Security Coding in Go. Input validation

Posted on Aug 1, 2023

Input validation is one of most important technique in secure coding. Deep dive into it for Go language.

From OWASP:

Input validation is performed to ensure only properly formed data is entering the workflow in an information system.

Input validation should happen as early as possible in the data flow, preferably as soon as the data is received from the external party.

Data from all potentially untrusted sources should be subject to input validation, including not only Internet-facing web clients but also backend feeds over extranets, from suppliers, partners, vendors or regulators, each of which may be compromised on their own and start sending malformed data.

Input Processing Model - Developer vs Hacker

In this article I will focus on finding loophols in typical input validation techniques. Hackers are targeting those to bypass filtering and achieve goals. Typical example of such problem is . vs \. in regex. We will take a look on that later.

Why we should use it?

  • for data consistency
  • make life harder for hackers (and more fun as they will search for bypass)
  • essential for defending against some attack types - e.g. domain validation in case of Server Side Request Forger (SSRF)

Common validation issues

Regex dot

In regex, it easy to forget about . meaning, especially in domain validation:

  • . - any single character
  • \. - dot character

Bad code

matched, _ := regexp.Match(`^(test|stage|prod).example.com$`, []byte(domain))
// prod-example.com

Correct code

matched, _ := regexp.Match(`^(test|stage|prod)\.example\.com$`, []byte(domain))

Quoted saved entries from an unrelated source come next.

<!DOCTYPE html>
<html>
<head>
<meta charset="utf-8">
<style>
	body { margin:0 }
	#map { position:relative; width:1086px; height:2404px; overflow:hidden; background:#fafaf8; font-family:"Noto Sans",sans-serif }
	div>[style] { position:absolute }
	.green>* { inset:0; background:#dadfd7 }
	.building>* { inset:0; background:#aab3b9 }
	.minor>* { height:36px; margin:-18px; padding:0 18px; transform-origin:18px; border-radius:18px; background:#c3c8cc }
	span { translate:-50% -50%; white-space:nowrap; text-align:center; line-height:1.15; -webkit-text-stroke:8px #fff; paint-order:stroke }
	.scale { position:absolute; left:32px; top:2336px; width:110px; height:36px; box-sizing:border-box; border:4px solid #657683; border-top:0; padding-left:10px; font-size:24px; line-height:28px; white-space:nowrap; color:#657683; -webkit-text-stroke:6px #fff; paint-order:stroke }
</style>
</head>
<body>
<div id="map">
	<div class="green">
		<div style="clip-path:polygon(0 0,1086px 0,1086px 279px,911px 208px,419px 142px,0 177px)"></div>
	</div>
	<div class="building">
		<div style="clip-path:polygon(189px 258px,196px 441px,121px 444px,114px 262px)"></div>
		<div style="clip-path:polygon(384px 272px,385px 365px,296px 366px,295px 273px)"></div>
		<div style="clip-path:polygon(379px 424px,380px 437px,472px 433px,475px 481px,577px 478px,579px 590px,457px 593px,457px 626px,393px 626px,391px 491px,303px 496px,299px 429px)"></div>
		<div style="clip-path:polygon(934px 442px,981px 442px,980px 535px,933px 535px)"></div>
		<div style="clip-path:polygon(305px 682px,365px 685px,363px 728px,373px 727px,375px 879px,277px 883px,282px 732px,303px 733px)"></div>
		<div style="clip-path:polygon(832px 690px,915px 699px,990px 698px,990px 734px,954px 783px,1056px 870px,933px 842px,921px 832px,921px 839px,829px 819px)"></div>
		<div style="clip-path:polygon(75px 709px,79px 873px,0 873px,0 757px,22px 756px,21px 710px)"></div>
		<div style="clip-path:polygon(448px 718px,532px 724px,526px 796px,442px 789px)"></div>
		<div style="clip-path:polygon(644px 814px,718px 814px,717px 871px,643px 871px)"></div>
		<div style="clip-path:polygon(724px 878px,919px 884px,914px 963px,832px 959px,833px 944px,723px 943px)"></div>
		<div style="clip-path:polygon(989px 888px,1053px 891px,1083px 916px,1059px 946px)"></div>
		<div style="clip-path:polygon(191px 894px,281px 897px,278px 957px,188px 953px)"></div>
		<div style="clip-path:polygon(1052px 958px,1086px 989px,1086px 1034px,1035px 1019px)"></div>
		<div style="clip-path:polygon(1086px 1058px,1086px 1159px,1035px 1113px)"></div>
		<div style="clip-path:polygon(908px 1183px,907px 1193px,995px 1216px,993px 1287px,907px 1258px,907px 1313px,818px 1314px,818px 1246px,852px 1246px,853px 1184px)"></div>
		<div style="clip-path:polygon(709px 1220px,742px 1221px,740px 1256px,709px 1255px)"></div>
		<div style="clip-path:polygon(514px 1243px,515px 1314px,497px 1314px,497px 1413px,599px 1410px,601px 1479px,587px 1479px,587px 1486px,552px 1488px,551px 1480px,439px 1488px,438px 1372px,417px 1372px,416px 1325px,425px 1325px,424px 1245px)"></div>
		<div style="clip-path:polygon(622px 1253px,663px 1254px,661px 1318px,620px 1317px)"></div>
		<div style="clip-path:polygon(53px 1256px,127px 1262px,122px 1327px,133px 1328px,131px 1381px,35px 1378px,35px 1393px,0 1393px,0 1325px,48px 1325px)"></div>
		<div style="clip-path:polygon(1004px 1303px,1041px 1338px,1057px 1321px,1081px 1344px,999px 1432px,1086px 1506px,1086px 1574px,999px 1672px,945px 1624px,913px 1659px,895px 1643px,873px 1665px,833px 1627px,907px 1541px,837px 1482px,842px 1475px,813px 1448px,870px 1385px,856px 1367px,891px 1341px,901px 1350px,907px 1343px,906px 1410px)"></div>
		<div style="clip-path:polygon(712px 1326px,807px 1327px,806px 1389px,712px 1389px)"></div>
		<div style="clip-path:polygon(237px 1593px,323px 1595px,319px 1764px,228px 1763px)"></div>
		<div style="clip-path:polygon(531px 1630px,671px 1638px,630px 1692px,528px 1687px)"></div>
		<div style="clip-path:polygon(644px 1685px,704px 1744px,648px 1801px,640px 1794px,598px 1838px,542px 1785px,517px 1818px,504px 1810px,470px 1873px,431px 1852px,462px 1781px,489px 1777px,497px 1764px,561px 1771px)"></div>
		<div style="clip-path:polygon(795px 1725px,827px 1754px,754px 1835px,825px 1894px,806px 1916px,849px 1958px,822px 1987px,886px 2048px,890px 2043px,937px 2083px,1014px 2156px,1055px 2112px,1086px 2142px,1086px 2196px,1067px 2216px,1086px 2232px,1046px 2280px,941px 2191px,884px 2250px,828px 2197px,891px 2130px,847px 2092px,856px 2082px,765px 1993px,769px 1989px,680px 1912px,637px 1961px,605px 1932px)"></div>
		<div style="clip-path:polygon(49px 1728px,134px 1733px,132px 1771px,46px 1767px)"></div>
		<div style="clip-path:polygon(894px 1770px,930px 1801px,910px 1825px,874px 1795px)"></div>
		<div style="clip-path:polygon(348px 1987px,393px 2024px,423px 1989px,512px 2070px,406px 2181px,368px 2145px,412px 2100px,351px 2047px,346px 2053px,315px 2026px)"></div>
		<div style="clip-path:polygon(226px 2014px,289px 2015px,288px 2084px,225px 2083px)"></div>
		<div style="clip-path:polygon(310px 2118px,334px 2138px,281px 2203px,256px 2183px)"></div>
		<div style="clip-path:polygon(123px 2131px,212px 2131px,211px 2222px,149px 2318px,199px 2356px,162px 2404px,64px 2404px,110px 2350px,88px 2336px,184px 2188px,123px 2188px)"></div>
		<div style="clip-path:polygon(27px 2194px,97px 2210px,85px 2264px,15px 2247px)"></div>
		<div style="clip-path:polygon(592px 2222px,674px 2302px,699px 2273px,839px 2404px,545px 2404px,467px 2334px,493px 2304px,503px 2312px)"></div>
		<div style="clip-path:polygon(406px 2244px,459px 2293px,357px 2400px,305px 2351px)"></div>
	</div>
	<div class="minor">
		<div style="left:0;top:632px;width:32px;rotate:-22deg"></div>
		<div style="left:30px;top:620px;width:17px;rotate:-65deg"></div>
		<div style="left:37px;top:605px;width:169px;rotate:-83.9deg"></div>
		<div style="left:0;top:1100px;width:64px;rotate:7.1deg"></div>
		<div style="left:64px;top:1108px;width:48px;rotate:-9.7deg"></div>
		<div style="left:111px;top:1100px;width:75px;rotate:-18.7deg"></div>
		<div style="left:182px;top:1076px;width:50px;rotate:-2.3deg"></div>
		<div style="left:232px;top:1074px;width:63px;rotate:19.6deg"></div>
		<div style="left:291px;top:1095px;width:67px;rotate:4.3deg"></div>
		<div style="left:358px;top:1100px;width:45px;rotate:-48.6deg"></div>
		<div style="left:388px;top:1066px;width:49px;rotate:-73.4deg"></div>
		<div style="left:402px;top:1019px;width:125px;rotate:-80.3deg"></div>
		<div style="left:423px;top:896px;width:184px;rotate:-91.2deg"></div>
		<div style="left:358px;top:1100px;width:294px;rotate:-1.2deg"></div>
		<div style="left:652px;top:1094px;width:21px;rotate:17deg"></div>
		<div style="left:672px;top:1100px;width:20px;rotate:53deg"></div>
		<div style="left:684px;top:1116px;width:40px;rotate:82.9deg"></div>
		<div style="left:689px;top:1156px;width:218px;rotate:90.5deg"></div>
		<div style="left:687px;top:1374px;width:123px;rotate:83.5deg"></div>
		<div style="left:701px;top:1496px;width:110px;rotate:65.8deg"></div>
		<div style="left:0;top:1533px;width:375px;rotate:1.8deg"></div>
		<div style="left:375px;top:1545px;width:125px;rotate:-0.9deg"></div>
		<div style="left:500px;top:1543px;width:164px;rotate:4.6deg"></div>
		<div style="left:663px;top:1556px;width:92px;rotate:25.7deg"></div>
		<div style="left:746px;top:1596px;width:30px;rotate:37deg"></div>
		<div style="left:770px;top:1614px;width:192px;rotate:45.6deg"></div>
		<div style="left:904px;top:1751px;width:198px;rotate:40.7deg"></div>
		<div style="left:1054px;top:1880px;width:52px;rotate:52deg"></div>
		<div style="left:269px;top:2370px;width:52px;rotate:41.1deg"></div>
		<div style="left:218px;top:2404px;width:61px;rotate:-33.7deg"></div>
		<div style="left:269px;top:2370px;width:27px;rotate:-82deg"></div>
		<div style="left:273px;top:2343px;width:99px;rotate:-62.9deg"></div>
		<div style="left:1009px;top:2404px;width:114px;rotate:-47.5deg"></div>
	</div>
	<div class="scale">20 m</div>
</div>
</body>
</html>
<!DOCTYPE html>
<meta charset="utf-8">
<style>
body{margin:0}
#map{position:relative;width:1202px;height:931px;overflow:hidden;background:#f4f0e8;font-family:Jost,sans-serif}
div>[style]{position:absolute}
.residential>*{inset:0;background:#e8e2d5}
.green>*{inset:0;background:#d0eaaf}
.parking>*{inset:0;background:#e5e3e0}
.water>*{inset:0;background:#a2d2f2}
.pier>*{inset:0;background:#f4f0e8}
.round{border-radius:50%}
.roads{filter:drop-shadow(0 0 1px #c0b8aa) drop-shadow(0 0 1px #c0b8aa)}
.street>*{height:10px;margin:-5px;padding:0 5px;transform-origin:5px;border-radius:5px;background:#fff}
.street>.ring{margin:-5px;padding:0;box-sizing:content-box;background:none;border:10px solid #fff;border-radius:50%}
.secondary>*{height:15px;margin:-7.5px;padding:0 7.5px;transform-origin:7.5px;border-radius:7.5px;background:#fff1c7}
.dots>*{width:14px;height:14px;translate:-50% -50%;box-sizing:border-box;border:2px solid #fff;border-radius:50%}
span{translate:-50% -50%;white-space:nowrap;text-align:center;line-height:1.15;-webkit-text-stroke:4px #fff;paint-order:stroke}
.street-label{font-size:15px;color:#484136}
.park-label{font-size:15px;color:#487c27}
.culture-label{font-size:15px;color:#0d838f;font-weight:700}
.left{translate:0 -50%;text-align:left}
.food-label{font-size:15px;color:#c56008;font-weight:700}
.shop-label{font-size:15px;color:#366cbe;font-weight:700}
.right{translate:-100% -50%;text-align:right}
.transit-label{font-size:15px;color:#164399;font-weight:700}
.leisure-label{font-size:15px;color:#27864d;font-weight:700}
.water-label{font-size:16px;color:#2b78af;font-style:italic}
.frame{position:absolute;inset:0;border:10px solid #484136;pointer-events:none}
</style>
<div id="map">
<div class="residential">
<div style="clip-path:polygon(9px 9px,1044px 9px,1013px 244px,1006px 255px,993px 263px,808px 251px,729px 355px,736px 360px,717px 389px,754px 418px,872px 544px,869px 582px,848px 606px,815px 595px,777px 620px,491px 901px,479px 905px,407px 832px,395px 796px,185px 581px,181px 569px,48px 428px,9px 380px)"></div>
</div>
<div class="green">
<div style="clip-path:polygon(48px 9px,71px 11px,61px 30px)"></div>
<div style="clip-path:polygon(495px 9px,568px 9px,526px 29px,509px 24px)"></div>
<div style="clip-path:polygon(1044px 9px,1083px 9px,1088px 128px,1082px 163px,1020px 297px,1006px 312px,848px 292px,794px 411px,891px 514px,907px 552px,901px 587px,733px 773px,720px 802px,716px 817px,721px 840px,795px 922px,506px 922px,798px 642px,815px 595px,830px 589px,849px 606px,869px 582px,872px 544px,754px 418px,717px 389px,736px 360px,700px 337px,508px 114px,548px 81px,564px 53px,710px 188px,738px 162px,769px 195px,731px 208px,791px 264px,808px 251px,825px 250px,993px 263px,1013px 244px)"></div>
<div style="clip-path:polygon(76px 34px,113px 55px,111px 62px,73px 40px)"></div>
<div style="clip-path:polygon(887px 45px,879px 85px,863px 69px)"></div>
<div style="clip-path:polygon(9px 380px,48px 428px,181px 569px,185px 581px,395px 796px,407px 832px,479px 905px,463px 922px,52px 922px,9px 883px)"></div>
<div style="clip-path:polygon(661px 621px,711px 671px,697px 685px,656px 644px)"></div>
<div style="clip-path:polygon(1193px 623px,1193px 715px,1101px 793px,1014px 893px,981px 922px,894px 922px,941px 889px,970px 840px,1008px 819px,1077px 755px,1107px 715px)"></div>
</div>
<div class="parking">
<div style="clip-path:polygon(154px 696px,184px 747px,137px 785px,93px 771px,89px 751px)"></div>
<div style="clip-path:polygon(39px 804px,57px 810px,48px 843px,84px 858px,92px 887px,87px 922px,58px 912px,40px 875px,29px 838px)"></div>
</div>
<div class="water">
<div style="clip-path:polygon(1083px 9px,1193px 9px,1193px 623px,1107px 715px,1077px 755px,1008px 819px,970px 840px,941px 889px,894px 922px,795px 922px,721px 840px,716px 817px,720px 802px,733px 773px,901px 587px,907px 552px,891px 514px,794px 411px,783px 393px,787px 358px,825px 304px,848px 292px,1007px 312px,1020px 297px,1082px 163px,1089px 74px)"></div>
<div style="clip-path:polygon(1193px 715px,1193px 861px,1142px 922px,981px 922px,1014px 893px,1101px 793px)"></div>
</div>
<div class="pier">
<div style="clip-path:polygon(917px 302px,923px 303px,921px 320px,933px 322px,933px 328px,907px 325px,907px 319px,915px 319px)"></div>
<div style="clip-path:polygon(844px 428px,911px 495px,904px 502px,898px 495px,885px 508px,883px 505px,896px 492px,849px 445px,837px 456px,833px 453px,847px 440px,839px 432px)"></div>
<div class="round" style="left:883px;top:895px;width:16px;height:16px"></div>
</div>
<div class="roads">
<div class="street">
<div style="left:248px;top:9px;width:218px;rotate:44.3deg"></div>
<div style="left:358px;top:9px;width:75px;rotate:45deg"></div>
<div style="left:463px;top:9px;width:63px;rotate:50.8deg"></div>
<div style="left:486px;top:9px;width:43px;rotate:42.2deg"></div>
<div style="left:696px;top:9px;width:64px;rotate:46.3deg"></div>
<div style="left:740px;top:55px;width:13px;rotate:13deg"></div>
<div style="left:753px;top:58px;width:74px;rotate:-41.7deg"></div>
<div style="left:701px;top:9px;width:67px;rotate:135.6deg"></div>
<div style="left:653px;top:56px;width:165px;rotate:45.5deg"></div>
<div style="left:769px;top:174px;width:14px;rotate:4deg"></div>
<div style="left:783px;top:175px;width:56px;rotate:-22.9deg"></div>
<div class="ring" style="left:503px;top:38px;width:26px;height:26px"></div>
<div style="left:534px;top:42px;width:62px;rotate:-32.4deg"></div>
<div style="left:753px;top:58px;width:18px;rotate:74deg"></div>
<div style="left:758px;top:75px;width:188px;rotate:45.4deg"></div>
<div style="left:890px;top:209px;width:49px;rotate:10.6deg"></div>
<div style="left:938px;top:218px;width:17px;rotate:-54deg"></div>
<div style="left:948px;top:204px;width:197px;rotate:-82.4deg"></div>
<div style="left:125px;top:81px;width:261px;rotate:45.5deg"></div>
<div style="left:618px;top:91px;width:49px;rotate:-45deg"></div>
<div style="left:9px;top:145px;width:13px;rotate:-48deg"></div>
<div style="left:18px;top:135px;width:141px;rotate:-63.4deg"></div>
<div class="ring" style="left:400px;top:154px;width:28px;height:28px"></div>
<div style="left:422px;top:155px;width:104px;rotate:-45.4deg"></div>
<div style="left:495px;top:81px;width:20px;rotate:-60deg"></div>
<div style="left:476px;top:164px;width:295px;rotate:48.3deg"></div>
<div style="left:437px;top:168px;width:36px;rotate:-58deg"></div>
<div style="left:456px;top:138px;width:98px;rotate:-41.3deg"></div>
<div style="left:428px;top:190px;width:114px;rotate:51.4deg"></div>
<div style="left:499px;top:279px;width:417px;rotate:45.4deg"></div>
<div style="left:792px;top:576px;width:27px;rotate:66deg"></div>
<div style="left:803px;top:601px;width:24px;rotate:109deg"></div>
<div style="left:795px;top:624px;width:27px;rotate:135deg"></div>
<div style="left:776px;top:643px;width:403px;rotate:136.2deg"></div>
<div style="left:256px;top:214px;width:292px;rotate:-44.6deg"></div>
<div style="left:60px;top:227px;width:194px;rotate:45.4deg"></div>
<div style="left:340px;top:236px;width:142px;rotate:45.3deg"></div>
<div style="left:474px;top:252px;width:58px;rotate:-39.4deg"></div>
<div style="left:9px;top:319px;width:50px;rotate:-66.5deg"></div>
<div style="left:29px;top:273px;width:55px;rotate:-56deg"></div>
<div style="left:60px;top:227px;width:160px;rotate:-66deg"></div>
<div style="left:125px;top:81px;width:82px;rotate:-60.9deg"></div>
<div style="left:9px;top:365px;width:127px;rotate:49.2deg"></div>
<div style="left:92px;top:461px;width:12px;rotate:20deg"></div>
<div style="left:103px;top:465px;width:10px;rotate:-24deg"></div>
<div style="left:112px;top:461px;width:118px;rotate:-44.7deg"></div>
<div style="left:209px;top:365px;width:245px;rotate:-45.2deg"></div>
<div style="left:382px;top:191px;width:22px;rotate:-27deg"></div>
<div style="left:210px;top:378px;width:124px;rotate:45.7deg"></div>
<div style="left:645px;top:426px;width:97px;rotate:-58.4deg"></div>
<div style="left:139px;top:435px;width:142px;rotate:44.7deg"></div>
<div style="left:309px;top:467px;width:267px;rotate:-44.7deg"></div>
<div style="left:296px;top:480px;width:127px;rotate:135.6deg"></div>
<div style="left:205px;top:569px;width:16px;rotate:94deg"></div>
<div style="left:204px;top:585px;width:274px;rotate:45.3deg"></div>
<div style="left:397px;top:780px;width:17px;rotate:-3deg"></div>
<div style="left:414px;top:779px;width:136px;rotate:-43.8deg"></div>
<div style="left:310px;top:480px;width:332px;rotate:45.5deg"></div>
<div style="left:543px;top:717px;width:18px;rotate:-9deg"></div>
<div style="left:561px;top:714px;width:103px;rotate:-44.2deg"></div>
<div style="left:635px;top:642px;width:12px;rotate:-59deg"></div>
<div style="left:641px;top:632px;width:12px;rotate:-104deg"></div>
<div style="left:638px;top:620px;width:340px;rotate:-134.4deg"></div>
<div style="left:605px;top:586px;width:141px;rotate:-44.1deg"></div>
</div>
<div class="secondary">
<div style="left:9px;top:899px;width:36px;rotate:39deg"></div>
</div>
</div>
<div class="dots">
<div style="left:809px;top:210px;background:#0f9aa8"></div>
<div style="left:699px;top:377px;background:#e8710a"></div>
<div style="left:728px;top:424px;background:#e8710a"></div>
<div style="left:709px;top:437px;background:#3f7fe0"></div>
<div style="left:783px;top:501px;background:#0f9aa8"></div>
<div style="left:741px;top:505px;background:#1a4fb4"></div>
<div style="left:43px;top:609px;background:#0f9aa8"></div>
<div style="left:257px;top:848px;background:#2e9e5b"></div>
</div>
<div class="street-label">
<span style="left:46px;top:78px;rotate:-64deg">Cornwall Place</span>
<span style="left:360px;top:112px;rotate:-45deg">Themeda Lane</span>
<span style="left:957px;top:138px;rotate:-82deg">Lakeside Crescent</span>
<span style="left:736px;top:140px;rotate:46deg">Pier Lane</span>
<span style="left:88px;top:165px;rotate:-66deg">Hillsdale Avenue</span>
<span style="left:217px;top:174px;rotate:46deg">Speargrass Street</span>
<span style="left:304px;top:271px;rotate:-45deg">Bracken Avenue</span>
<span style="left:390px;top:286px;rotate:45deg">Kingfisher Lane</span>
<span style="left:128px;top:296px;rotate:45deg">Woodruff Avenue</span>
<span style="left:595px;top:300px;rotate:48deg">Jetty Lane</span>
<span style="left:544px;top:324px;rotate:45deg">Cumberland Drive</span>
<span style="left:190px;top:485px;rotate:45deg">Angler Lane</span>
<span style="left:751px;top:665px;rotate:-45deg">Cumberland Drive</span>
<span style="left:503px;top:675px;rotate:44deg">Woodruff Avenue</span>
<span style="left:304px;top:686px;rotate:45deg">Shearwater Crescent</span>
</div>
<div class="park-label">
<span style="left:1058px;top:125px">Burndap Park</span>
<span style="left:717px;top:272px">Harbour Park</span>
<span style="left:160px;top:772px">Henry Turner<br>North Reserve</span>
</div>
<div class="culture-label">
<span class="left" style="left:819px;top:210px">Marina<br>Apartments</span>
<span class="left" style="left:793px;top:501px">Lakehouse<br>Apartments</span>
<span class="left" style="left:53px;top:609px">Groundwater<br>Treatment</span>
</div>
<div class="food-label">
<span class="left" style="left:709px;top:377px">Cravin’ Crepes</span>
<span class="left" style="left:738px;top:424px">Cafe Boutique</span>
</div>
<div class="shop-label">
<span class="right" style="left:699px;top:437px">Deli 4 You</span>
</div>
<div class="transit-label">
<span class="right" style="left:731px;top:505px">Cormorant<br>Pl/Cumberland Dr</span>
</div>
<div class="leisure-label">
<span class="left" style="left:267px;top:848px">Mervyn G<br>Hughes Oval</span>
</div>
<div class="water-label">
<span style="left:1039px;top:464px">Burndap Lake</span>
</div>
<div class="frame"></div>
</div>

Regex matching whole input

In regex, in go, your regular expression is not matched against whole input. You need to add ^ to beginning and $ to ending.

Bad code

re := regexp.MustCompile(`test\.example\.com`)
// test.example.com.my-bad-domain.com

Correct code

re := regexp.MustCompile(`^test\.example\.com$`)

Wrong regex - range problem

[A-z]: A-z matches a single character in the range between A (index 65) and z (index 122) - which includes, e.g. [, \, ]

Bad code

^[A-z0-9]{4}$

Correct code

^[a-zA-Z0-9]{4}$

Important: Validation is not proven to work if not tested

Email Address Validation

Email format is defined by RFC 5321, but it’s quite wide. Those all are valid:

  • "><script>alert(1);</script>"@example.org
  • user+subaddress@example.org
  • user@[IPv6:2001:db8::1]
  • " "@example.org

Try to register "><script>alert(1);</script>" in gmail. What will you get?

Following Bad code is wrong, because it only relay on RFC 5321. OWASP is giving more strict rules for validation.

Bad code

import "net/mail"

func main() {
	input := `"><script>alert(1);</script>"@example.org`

	e, err := mail.ParseAddress(input)
}
// "><script>alert(1);</script>"@example.org

Important: There is no perfect validation of email address

Correct code - based on OWASP Validation Regex Repository

func isEmailValid(input string) bool {
	// RFC 5321 validation
	_, err := mail.ParseAddress(input)
	if err != nil {
		return false
	}

	r := regexp.MustCompile(`^[a-zA-Z0-9_+&*-]+(?:\.[a-zA-Z0-9_+&*-]+)*@(?:[a-zA-Z0-9-]+\.)+[a-zA-Z]{2,}$`)
	if !r.Match([]byte(input)) {
		return false
	}

	return true
}

Correct code - based on OWASP Cheat Sheet

func isEmailValid(input string) bool {
	// RFC 5321 validation
	_, err := mail.ParseAddress(input)
	if err != nil {
		return false
	}

	parts := strings.Split(input, "@")

	// we don't allow some special characters in email part
	if strings.ContainsAny(parts[0], `"'/\;<>`) {
		return false
	}

	// something is not right with utf8
	if len(input) != utf8.RuneCountInString(input) {
		return false
	}

	// domain part should contain only letters, numbers, hyphens and periods
	r := regexp.MustCompile(`^[a-zA-Z0-9\.-]*$`)
	if !r.Match([]byte(parts[1])) {
		return false
	}

	// email part should be no more than 63 characters
	if len(parts[0]) > 63 {
		return false
	}

	// total length should be no more than 254 characters
	if len(input) > 254 {
		return false
	}

	return true
}

❓ If you don’t like above. Can you understand this regex?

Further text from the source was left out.